• ACTIVITY
Among the lines of the records, count those containing the word "canvas", then give the number alone.

(Collected data)
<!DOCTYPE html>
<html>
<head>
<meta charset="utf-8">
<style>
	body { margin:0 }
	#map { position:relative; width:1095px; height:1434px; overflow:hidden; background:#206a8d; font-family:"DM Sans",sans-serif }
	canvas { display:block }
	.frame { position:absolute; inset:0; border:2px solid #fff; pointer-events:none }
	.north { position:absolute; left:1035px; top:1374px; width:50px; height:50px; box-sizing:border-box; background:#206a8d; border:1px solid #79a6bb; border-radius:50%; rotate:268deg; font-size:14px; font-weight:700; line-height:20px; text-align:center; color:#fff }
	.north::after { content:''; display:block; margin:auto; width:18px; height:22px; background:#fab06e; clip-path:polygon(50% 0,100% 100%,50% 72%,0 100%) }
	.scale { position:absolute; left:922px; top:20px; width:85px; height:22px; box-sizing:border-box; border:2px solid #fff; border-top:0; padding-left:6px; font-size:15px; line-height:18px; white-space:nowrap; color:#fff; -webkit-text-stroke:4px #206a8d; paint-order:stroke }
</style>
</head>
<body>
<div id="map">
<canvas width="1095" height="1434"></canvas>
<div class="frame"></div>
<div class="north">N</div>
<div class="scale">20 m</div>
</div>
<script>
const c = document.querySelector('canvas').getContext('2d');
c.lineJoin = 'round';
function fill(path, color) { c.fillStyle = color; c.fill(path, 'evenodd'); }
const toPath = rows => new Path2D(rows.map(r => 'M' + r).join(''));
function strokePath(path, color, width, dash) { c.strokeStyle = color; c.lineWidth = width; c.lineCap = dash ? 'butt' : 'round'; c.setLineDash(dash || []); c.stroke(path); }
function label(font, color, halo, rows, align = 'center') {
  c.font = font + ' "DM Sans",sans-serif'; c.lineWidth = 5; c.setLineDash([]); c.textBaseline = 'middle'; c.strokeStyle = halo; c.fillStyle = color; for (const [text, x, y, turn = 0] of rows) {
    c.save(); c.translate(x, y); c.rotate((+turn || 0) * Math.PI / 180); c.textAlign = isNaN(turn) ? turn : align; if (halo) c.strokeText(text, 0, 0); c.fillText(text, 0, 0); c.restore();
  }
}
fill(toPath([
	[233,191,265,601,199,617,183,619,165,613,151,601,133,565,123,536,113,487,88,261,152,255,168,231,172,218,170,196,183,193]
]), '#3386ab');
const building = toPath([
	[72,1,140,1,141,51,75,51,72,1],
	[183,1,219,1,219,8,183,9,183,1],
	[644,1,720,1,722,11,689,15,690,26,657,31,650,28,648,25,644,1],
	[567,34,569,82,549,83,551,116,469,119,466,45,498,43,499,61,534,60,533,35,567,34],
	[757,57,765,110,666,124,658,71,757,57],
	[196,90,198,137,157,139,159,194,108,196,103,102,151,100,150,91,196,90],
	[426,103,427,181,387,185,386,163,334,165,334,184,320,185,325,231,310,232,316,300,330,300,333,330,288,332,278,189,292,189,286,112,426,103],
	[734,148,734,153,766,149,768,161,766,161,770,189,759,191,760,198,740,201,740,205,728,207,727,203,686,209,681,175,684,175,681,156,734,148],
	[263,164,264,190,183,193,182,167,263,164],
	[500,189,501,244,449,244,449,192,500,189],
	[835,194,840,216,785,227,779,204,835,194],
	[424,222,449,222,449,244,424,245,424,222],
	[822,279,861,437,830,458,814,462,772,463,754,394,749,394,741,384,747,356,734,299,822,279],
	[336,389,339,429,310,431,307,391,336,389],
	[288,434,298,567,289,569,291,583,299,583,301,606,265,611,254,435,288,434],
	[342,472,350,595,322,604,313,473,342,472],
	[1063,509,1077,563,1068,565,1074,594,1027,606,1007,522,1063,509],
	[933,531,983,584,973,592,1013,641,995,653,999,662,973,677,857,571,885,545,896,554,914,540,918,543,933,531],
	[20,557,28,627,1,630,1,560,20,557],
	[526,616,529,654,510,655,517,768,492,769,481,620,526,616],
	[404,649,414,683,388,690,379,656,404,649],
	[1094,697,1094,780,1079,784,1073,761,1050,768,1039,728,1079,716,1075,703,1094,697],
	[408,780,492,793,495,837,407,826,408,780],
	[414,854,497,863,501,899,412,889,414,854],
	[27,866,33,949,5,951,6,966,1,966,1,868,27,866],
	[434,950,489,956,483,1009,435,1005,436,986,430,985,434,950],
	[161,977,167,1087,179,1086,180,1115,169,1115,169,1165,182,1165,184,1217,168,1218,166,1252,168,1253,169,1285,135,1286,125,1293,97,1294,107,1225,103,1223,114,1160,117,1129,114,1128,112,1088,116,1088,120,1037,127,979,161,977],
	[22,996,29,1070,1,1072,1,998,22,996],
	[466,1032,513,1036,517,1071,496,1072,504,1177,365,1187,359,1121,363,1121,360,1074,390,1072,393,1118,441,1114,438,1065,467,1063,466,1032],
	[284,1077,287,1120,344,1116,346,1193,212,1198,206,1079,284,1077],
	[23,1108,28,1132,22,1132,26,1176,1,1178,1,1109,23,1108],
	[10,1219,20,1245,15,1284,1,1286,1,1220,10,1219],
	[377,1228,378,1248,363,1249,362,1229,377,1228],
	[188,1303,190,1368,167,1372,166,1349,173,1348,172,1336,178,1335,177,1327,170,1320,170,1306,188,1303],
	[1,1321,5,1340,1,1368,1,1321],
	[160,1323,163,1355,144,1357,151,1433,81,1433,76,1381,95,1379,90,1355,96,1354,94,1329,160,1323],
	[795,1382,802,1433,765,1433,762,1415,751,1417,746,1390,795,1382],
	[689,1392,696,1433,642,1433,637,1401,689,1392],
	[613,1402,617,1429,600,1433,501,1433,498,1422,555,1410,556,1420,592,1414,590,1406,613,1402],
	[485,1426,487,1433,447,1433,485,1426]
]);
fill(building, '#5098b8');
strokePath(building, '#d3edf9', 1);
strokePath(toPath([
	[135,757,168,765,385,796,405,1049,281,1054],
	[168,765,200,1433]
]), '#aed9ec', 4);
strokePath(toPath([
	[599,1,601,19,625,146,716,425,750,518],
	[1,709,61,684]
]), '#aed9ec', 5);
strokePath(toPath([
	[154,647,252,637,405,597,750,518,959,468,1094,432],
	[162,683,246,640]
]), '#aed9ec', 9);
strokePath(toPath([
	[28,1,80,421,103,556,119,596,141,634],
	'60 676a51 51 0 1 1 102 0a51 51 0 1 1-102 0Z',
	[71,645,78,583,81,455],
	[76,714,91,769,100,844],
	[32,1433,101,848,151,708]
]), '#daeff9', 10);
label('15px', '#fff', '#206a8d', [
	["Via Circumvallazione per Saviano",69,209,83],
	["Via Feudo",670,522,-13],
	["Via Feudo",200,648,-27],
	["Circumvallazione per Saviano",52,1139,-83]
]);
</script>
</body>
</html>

• COMPLETED EXERCISE
3